Earlier, the officer-in-charge of Ramu Police Station was transfered for his failure to protect the temples.
Security has been beefed up around the Buddhist neighbourhoods at Ramu and nearby areas under the Cox's Bazar district.
"We will not leave the scene until the confidence of the Buddhist community is restored completely," Lieutenant Colonel Khalequzzaman of Border Guard Bangladesh (BGB) told newsmen.
A local journalist reached here by phone said that army troops erected tents for makeshift refuge of the Buddhists whose homes were damaged in the attacks.

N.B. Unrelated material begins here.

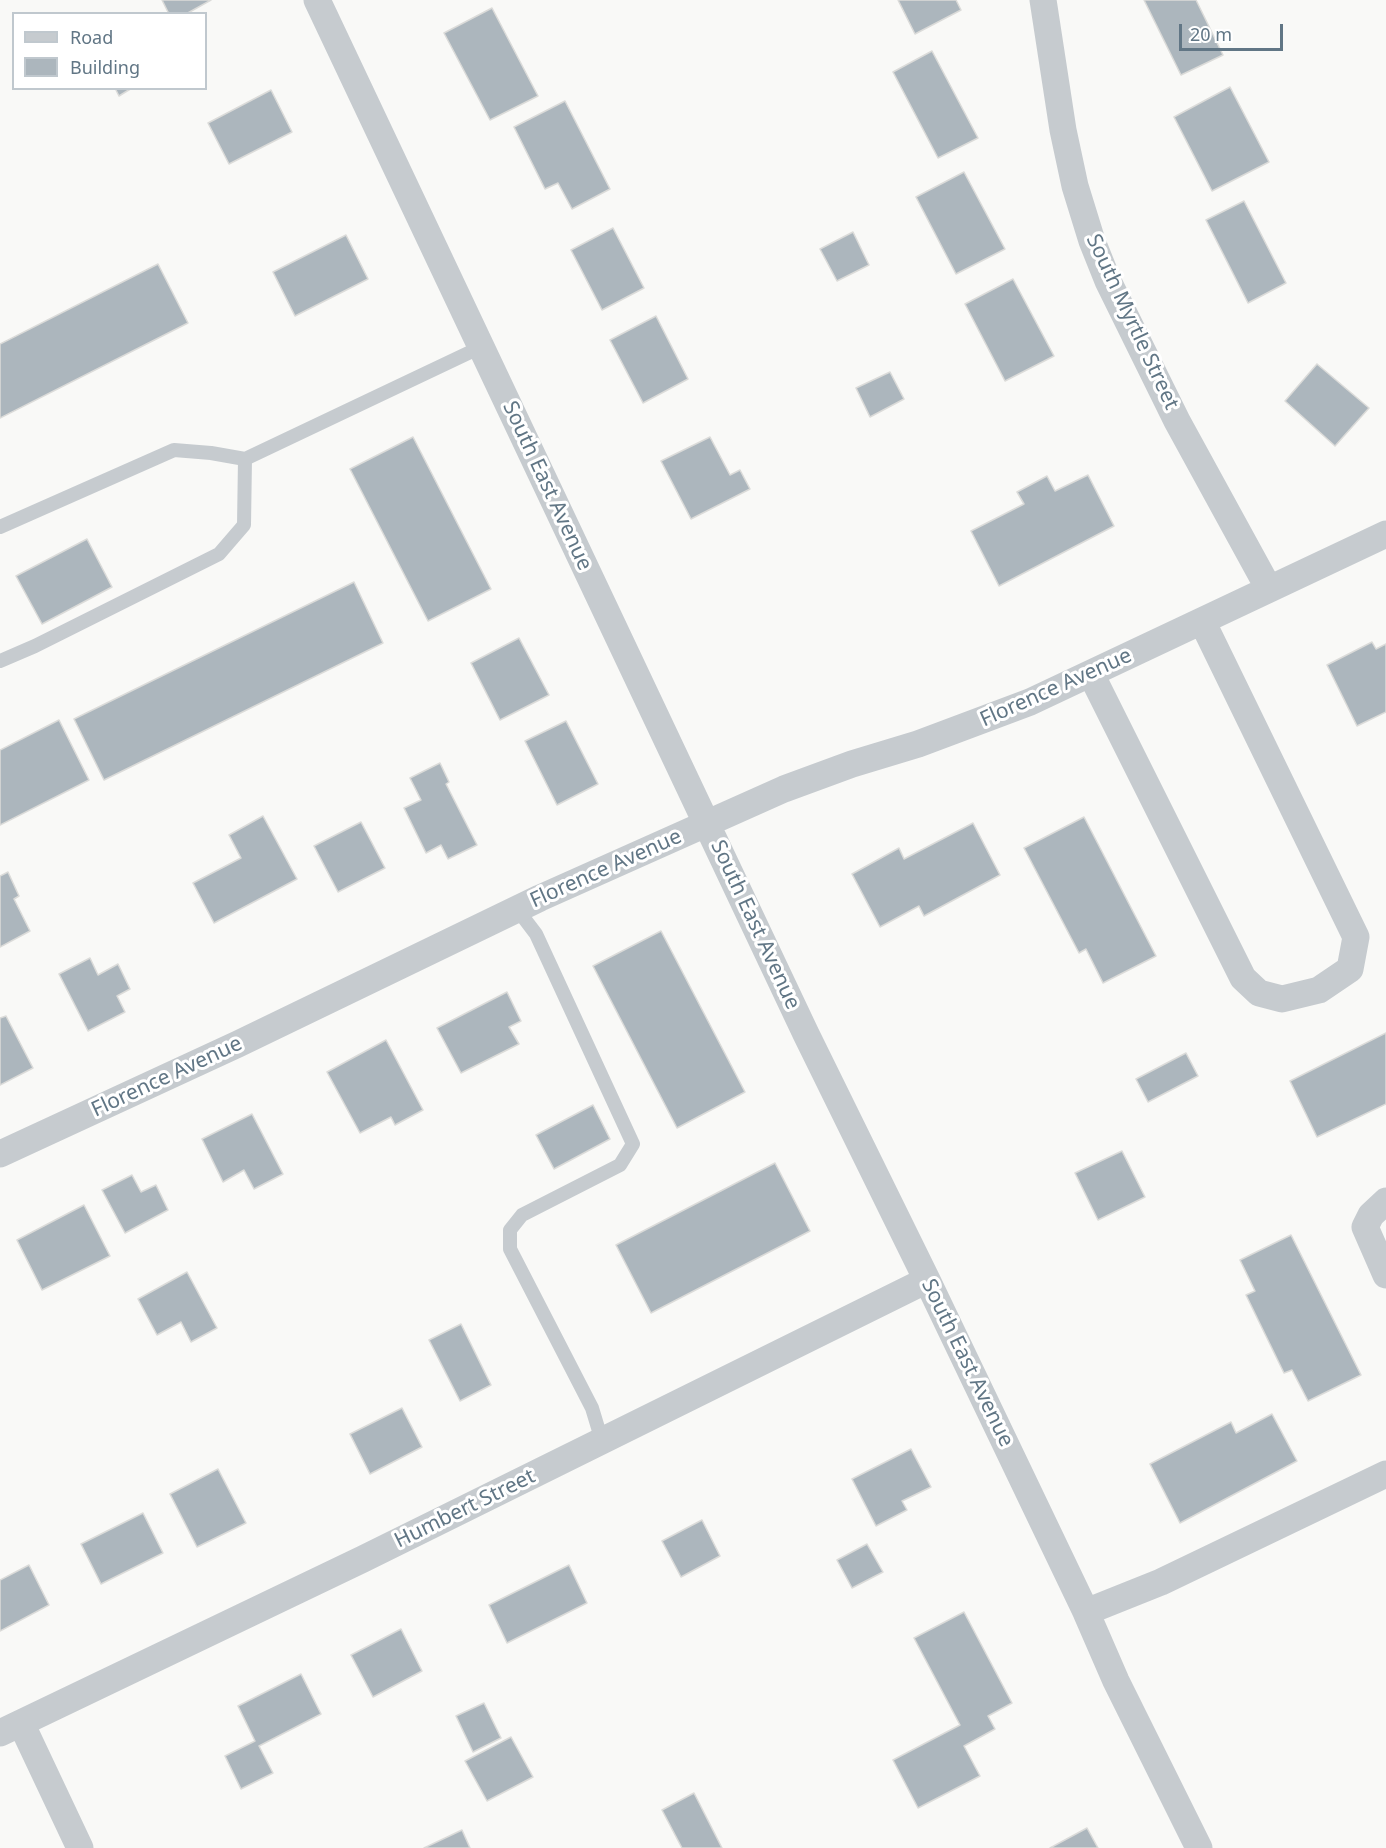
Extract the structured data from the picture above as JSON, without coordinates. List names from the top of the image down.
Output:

Home minister Mahiuddin Khan Alamgir earlier said police and security agencies were asked to keep a vigil on Myanmar's Muslim Rohingyas who took refuge in Bangladesh after their bloody ethnic conflict with majority Buddhist community in eastern Rakhine state.
Prime Minister Sheikh Hasina ordered stern punitive actions against the attacker,s calling the incident part of a plot to destroy the traditional communal harmony in the country.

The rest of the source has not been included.